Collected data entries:
___
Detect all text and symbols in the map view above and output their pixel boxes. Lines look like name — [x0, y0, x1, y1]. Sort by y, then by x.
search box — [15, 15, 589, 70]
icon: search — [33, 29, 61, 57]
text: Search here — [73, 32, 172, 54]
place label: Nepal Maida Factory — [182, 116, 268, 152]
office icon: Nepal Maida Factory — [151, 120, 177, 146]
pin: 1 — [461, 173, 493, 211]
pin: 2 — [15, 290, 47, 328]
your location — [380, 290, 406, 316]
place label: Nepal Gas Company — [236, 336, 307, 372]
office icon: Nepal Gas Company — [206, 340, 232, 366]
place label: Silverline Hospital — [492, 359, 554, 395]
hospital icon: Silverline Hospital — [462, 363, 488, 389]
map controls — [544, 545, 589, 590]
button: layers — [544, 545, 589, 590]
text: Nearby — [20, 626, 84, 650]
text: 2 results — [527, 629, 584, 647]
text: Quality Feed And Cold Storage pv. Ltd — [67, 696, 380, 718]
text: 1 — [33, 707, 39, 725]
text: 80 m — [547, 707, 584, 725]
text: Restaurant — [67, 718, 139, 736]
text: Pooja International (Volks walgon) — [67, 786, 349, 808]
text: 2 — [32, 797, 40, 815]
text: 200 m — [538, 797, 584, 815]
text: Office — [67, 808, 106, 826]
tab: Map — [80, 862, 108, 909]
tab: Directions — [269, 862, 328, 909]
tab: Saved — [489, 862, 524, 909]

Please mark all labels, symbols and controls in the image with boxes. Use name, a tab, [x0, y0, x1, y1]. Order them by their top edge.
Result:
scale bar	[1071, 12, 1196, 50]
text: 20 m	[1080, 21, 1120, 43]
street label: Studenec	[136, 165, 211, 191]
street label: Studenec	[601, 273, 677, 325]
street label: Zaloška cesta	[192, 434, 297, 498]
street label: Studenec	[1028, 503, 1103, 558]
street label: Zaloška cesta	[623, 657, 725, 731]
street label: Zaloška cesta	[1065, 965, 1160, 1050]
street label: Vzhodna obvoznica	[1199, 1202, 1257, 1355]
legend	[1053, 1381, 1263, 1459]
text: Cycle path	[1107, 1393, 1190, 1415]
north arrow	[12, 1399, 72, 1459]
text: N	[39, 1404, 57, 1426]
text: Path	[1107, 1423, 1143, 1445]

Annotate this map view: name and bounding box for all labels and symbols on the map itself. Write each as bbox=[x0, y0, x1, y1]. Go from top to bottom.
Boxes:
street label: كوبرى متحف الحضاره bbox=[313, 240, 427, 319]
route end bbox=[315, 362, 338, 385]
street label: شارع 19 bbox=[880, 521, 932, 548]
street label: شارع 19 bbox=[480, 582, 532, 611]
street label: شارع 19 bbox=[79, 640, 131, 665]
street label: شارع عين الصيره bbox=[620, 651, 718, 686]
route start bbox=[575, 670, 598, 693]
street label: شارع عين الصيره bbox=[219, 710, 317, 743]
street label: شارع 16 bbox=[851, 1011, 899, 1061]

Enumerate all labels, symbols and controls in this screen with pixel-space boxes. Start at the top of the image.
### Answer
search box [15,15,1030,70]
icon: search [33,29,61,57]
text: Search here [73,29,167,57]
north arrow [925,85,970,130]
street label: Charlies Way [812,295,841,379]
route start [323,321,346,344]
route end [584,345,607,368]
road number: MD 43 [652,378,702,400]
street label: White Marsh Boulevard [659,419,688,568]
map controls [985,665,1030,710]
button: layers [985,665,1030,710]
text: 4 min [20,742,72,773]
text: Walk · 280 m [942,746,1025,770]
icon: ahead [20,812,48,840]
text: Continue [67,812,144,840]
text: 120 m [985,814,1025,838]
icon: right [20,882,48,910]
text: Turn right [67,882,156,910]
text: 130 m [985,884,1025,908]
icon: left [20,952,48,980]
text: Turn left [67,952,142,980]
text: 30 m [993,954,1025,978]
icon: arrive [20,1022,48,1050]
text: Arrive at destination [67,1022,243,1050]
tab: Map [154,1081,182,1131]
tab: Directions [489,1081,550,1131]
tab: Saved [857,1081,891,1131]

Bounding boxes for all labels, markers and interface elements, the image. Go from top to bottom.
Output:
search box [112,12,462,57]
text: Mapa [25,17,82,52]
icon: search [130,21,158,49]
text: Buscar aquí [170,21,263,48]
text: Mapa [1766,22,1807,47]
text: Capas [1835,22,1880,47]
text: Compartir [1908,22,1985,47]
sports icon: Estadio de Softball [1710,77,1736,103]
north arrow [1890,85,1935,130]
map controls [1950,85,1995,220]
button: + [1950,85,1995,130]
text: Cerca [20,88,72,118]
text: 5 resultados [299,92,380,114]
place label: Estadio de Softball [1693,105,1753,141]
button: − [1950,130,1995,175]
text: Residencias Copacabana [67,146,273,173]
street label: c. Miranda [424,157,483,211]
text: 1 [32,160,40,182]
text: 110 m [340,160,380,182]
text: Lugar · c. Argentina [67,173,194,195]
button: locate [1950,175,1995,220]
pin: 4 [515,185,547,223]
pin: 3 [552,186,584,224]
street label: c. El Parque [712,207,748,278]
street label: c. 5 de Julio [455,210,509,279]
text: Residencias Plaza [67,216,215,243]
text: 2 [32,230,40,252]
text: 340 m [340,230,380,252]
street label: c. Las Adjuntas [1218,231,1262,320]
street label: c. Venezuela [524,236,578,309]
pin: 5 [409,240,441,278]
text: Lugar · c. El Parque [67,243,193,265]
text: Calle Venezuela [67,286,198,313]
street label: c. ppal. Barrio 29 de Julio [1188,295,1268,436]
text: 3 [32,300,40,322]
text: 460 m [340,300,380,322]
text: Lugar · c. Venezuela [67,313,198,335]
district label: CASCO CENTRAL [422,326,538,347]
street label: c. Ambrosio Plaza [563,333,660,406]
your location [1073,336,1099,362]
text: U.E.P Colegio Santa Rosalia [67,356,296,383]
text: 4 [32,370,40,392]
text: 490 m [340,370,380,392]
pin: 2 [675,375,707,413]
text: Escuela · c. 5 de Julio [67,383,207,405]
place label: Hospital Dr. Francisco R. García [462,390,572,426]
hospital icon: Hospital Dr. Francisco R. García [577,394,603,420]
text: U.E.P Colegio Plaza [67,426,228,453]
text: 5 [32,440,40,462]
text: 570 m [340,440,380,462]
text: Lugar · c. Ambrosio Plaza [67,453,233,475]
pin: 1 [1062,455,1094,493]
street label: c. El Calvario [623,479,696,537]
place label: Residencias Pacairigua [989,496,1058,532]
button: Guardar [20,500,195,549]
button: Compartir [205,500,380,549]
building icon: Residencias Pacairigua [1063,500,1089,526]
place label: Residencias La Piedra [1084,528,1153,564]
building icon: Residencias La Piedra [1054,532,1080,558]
___
### Work item
Of the entries above, repeat exactly the lines from the line with "Enumerate all labels, symbols" through the line with "Bounding boxes for", both of them included.

### Written response
Enumerate all labels, symbols and controls in this screen with pixel-space boxes. Start at the top of the image.
### Answer
search box [15,15,1030,70]
icon: search [33,29,61,57]
text: Search here [73,29,167,57]
north arrow [925,85,970,130]
street label: Charlies Way [812,295,841,379]
route start [323,321,346,344]
route end [584,345,607,368]
road number: MD 43 [652,378,702,400]
street label: White Marsh Boulevard [659,419,688,568]
map controls [985,665,1030,710]
button: layers [985,665,1030,710]
text: 4 min [20,742,72,773]
text: Walk · 280 m [942,746,1025,770]
icon: ahead [20,812,48,840]
text: Continue [67,812,144,840]
text: 120 m [985,814,1025,838]
icon: right [20,882,48,910]
text: Turn right [67,882,156,910]
text: 130 m [985,884,1025,908]
icon: left [20,952,48,980]
text: Turn left [67,952,142,980]
text: 30 m [993,954,1025,978]
icon: arrive [20,1022,48,1050]
text: Arrive at destination [67,1022,243,1050]
tab: Map [154,1081,182,1131]
tab: Directions [489,1081,550,1131]
tab: Saved [857,1081,891,1131]

Bounding boxes for all labels, markers and interface elements, the image. Go from top to bottom.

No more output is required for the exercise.